とたんに知万の頬がゆるみ、巧みな和語による憎々しいばかりの饒舌(じょうぜつ)が息をふきかえした。
「いま、うかがっておりますと、貴国のかたがたはなにか、とんでもない思いちがいをなさっておりますな。いやまあ、おききください。唐の大軍をひきいれてはならない、といわれるが、もうすでに大唐の天兵は大挙して、わが国へ駆けつける態勢ができておる、ということでございますよ。わが上臣(じょうしん)、金春秋(きんしゅんじゅう)閣下は唐皇帝と、そこまで話をつけて帰ってまいりました。まことに、おあいにくなことではありますが、昔とちがうのです。わが新羅はもう貴国にたよる必要はなく、またご指示にしたがわねばならぬ理由もなくなったわけであります」
「では、われらの指示はきけぬというのであるな」
秦はふたたび剣の柄(つか)に手をやっていった。
「いやいや、帰していただければ、とりつぎはします。しかし、もっかの情勢はそういうことになっておるのでありまして、昔のようにはいきませんよ、ということをご忠告もうしあげているのですよ」
黙ってそばに立っている文麻呂(ふみのまろ)に、秦はむきなおった。
外事を担当する文麻呂は、あるていど現状をみとめているようだが、秦としては知万ごときにこうまでいわれて、ひきさがるわけにはいかない。
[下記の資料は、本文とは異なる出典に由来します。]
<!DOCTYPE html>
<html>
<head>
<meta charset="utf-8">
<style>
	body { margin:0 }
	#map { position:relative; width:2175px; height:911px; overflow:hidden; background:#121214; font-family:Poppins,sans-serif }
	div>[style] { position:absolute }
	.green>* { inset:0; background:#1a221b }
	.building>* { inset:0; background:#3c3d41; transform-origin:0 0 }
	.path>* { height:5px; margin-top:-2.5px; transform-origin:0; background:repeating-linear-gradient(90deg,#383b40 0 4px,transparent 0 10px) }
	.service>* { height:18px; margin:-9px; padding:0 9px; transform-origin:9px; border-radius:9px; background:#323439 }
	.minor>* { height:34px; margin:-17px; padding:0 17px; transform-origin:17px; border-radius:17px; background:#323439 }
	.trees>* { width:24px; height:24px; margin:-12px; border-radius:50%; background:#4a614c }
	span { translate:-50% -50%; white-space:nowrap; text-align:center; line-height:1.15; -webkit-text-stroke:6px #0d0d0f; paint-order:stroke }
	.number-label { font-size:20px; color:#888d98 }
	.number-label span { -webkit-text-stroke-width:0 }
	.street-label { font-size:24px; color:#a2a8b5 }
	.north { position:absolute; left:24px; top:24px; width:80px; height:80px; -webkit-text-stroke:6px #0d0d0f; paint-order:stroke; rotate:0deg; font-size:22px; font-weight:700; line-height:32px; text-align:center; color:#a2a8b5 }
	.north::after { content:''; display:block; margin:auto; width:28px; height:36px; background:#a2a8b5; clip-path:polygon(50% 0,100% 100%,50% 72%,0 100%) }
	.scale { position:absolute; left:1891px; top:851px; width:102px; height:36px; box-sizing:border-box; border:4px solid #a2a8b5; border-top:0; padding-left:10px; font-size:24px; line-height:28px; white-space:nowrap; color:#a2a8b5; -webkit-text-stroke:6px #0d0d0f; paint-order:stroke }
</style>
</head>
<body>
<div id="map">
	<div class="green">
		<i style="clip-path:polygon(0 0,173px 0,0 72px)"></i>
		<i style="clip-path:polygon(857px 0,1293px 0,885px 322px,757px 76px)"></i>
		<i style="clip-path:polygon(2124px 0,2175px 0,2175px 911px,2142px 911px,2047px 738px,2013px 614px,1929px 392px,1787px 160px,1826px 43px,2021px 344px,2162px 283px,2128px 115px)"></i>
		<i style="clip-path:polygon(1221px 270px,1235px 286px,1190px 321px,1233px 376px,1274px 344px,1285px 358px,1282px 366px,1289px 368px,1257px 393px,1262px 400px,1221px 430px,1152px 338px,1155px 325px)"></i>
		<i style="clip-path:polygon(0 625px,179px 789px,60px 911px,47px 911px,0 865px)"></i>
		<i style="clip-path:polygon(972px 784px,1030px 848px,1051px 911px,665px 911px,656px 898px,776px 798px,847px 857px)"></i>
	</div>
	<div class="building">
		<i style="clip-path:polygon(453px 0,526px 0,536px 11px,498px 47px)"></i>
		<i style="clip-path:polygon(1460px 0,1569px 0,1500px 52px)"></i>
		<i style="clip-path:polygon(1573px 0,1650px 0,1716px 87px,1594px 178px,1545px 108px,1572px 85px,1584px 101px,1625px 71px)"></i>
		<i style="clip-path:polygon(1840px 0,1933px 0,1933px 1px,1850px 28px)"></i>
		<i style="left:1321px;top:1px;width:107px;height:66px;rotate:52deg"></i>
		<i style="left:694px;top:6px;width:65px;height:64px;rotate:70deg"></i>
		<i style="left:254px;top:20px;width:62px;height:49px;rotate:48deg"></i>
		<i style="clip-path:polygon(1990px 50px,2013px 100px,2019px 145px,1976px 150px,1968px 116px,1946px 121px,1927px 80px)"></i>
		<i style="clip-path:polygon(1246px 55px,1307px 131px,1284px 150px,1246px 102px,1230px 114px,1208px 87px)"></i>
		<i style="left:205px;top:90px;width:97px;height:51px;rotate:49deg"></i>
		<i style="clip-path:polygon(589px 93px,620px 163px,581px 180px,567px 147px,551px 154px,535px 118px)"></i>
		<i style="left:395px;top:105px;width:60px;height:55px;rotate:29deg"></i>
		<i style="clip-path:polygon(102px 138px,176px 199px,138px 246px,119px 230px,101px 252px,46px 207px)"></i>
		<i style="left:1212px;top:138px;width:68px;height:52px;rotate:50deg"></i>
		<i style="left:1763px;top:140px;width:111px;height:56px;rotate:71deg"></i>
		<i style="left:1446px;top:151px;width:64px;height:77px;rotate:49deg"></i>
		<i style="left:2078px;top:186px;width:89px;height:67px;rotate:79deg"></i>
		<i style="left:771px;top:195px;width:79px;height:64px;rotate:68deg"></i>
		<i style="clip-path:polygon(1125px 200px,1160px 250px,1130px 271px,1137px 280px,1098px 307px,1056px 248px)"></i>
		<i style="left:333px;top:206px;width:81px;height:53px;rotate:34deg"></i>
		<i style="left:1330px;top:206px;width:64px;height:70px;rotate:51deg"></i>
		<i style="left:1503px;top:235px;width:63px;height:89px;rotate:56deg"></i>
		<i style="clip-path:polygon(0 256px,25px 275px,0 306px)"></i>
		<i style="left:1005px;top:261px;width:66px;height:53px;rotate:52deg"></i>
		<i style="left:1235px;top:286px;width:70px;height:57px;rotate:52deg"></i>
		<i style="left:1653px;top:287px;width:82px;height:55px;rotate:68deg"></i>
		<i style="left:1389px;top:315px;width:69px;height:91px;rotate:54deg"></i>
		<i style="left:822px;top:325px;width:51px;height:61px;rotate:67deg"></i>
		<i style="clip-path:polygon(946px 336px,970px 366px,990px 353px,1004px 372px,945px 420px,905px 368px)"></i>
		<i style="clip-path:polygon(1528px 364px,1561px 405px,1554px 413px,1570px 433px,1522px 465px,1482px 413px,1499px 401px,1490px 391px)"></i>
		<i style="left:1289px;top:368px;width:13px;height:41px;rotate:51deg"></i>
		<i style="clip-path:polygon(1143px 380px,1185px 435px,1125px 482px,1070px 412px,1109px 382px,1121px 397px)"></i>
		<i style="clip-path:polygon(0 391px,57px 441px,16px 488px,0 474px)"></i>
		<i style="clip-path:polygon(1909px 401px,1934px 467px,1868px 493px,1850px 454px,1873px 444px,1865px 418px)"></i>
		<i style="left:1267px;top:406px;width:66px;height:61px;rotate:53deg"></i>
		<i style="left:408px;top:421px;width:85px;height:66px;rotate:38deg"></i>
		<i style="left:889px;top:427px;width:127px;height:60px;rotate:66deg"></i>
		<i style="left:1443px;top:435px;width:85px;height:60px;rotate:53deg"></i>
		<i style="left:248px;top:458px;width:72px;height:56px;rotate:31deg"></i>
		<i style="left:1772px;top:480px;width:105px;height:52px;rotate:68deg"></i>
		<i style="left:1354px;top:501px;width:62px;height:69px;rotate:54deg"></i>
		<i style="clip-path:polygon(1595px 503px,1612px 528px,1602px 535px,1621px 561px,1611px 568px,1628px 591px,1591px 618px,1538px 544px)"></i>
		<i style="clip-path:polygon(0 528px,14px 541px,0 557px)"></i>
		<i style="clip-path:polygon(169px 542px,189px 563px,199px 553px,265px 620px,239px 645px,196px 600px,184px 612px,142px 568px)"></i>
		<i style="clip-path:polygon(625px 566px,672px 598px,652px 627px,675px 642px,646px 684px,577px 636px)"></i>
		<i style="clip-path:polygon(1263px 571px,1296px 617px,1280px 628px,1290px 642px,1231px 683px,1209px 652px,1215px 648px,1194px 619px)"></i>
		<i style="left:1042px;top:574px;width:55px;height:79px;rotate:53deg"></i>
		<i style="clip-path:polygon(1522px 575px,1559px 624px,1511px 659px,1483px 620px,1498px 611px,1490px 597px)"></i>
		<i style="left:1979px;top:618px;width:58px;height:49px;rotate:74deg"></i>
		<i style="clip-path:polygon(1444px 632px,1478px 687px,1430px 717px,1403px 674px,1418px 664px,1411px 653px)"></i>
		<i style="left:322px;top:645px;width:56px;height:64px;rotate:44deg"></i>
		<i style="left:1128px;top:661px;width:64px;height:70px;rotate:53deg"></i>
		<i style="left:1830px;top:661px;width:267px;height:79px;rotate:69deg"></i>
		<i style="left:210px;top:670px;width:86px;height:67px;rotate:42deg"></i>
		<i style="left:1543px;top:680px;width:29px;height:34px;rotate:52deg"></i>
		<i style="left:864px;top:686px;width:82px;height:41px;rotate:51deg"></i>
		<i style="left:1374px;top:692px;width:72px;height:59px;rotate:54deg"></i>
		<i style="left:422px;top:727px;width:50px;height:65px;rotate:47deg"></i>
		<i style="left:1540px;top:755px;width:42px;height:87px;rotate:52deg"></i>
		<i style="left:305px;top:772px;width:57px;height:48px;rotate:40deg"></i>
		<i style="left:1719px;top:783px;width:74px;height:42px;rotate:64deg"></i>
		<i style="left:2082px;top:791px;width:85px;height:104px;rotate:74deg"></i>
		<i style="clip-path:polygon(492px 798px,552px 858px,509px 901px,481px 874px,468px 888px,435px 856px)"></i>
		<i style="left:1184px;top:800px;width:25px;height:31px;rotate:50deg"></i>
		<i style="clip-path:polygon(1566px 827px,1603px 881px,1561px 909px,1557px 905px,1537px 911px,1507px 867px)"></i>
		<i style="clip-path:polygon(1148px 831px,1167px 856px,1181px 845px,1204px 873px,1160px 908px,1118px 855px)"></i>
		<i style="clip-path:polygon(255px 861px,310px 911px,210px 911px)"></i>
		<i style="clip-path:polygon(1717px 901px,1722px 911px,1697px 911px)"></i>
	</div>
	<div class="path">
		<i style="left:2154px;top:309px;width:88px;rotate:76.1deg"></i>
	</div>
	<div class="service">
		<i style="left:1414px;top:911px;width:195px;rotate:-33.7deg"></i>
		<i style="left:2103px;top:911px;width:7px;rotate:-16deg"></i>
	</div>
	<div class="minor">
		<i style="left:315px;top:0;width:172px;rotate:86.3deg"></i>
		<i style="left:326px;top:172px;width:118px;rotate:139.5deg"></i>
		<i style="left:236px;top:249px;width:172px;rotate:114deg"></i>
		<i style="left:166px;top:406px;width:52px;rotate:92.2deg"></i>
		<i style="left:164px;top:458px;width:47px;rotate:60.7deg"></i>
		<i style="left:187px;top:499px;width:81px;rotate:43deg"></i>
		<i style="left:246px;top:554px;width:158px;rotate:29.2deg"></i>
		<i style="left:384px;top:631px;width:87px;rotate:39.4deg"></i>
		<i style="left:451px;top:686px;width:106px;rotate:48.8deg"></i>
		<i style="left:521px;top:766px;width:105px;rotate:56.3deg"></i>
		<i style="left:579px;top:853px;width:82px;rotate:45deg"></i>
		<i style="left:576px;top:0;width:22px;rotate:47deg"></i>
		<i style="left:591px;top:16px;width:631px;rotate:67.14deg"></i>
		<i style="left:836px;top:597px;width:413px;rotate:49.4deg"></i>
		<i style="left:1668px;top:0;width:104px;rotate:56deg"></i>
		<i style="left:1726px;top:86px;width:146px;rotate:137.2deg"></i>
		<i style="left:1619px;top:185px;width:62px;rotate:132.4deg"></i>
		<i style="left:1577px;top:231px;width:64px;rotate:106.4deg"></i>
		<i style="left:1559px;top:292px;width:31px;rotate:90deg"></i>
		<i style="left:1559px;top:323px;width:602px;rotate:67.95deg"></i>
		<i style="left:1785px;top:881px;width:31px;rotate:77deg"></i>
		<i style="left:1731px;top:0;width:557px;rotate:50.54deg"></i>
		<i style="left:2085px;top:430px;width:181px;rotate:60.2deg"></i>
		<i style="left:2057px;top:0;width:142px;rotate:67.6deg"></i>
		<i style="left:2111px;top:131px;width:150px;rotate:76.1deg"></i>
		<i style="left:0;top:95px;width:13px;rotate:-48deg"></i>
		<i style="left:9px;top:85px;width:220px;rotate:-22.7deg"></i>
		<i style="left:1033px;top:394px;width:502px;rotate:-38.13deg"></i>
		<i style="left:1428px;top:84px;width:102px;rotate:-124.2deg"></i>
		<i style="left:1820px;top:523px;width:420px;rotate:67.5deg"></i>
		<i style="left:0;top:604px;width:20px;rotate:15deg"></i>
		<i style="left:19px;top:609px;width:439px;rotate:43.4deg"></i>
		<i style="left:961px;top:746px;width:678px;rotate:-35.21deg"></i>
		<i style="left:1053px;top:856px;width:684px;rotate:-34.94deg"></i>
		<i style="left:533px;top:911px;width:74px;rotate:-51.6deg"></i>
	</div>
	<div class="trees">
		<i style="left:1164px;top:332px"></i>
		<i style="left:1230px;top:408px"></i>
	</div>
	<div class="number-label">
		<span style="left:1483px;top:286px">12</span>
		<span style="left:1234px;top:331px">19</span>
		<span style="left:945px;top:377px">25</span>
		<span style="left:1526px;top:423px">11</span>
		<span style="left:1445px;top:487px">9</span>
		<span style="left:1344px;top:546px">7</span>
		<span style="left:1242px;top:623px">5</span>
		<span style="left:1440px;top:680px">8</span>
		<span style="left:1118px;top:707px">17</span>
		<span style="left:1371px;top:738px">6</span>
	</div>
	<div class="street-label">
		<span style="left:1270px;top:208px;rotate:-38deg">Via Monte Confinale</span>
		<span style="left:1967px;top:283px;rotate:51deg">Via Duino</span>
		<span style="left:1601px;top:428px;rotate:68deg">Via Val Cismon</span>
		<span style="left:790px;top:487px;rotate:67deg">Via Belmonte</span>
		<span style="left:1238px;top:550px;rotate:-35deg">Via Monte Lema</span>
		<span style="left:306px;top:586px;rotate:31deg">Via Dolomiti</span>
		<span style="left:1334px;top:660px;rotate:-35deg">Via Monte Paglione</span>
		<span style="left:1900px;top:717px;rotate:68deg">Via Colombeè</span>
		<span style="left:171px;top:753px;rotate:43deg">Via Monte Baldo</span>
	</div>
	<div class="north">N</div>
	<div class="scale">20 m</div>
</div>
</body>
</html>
「このまま対馬(つしま)に寄らず、新羅沖へ直行できるか」
秦はきいた。
「この巨船だ、わけはない」
秦の意を察したか、文麻呂は力づよく答えた。
「よし、水夫(かこ)に指示して新羅へむかわせてくれ。王城に近い手ごろな島があれば、兵を先頭に上陸するのだ」
駆けだそうとする文麻呂に、
「それから雄君(おきみ)をよこしてくれないか」
そういったあと、知万を無視して船倉の九人の新羅人にむきあった。